Und es gibt auch die wachsende Gefahr, das Spannungsverhältnis zu verwerfen, indem wir klare und eindeutige Lösungen einfordern. In die eine Richtung treibt dies eine bornierte Aufmüpfigkeit hervor, die die beschränkenden Gebote der Stunde in den Wind schlägt. Und auf der andern Seite droht kuhäugige Gläubigkeit, die jedes kritische Denken vermissen lässt.

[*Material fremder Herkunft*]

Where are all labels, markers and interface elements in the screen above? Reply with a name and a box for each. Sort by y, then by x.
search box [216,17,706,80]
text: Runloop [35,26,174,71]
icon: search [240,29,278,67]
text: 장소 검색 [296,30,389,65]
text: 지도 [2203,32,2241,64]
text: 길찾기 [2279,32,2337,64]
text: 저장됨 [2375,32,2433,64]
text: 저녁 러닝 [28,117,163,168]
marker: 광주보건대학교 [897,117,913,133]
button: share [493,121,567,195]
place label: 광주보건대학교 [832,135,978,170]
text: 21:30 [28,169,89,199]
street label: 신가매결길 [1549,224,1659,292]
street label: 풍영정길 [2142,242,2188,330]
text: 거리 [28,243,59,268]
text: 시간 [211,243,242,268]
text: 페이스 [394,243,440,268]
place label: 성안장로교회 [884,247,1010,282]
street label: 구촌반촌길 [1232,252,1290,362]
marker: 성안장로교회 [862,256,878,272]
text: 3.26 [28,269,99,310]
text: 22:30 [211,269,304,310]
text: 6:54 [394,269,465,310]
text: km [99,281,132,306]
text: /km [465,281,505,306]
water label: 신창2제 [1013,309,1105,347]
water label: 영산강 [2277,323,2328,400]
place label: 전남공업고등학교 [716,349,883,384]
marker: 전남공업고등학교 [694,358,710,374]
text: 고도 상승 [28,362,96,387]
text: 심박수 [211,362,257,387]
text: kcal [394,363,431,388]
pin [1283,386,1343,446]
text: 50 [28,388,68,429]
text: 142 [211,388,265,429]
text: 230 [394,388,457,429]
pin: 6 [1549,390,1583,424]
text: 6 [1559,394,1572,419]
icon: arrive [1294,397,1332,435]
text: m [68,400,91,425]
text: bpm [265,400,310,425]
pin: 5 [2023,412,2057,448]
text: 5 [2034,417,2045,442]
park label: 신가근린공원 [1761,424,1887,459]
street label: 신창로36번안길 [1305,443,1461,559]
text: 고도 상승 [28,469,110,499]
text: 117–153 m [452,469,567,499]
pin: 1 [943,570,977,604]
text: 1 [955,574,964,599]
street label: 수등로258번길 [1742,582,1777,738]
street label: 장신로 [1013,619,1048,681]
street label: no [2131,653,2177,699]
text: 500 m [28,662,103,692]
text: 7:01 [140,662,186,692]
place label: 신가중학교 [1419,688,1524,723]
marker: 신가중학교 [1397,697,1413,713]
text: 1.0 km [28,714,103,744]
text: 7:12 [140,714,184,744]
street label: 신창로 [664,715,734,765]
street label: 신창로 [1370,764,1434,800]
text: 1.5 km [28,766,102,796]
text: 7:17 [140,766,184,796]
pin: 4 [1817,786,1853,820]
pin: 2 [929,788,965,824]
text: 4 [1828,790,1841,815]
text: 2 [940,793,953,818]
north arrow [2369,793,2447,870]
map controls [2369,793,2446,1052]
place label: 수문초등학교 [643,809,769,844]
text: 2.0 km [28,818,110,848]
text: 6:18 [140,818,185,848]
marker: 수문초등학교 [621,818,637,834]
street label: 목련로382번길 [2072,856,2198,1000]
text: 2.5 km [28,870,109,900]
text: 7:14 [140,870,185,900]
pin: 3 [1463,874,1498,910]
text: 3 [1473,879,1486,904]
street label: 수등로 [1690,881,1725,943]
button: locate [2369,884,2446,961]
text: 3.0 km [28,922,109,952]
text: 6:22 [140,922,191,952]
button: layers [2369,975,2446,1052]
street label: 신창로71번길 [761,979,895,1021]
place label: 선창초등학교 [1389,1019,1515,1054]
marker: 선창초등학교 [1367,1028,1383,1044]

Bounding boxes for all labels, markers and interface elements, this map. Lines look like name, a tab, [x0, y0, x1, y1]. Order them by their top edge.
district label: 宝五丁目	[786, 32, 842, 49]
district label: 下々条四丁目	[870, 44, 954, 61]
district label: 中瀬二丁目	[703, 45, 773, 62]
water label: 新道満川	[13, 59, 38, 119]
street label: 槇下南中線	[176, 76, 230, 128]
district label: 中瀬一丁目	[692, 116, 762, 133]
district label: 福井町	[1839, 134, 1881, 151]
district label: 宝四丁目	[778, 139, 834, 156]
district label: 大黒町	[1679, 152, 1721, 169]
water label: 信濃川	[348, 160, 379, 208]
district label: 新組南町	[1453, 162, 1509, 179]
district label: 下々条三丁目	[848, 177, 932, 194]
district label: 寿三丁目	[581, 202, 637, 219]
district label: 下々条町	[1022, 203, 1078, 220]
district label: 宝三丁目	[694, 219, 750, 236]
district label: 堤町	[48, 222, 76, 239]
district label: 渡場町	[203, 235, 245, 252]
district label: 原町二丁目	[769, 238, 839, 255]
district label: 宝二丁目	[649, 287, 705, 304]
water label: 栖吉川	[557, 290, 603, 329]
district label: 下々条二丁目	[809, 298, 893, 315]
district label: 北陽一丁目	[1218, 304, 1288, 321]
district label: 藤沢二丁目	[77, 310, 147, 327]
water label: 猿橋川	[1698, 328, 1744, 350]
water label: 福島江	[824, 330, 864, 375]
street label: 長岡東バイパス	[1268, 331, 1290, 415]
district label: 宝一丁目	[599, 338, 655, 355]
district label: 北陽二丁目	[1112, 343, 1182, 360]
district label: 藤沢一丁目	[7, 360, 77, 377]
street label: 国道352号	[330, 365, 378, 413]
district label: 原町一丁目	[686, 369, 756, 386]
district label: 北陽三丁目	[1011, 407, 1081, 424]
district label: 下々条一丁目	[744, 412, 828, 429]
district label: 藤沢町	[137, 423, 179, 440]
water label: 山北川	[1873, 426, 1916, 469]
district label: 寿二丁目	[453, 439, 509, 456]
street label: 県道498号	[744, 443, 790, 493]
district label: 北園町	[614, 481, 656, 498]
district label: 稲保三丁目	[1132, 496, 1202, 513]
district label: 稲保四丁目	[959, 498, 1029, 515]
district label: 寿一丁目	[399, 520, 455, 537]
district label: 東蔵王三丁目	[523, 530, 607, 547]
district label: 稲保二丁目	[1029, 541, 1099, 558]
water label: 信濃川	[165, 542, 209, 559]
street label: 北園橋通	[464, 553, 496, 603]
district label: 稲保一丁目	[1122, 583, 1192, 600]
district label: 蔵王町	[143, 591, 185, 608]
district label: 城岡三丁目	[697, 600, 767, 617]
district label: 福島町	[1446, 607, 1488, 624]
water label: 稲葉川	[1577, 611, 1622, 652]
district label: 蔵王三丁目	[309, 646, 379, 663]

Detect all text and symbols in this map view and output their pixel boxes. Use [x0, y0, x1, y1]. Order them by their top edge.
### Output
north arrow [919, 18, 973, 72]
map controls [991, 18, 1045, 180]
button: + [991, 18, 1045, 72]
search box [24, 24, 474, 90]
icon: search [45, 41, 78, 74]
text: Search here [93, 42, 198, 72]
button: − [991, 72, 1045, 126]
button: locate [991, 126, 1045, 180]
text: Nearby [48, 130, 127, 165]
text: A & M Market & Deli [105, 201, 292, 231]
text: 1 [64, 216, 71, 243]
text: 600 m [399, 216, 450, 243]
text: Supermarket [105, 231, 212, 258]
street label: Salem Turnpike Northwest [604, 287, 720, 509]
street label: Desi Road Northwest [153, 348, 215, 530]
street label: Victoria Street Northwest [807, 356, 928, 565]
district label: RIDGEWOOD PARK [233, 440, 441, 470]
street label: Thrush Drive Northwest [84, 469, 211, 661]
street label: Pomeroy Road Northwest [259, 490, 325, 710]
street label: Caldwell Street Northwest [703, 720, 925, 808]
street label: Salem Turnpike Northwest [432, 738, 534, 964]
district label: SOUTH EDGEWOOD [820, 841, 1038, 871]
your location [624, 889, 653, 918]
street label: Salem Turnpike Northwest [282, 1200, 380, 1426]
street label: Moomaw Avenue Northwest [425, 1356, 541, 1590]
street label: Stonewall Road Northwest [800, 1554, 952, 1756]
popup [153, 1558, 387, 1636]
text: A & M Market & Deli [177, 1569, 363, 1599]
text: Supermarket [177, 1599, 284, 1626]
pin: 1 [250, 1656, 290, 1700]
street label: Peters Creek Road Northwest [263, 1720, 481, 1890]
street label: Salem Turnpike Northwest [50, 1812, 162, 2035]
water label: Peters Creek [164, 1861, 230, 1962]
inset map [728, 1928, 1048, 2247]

Diese letztere neigt dann auch zu selbsternanntem Polizistentum. Denn die sprengenden Wünsche, die sie bei sich selbst unterdrückt, werden projektiv bei andern bekämpft, die sich weniger Zwang antun. Das nicht ausgehaltene Spannungsverhältnis kehrt dann wieder in einem Kampf von Repression und Rebellion. Leider geraten die Behörden in die gleiche Falle, wenn sie zu drohen beginnen: Wenn wir uns nicht an die Einschränkungen halten, dann müssen sie verschärft werden. Man sollte nicht den Fehler machen, die Leitlinien des doch immer noch mit der Vernunft verbündeten medizinisch-hygienischen Diskurses durch diejenigen des polizeilichen Diskurses zu ersetzen. Ausgangssperren, wie sie in Spanien oder Frankreich, wo der Präsident die Vernunft in einer Rhetorik des Krieges erstickt, verhängt wurden, verschärfen das Problem der Entfremdung. Die Schweizer Behörden sind sicher gut beraten, wenn sie diese Richtung nicht einschlagen und ihre besonnene Haltung beibehalten. Ohne umgekehrt auch dem Druck derjenigen nachzugeben, die ihre eigenen (wirtschaftlichen) Interessen über alles stellen.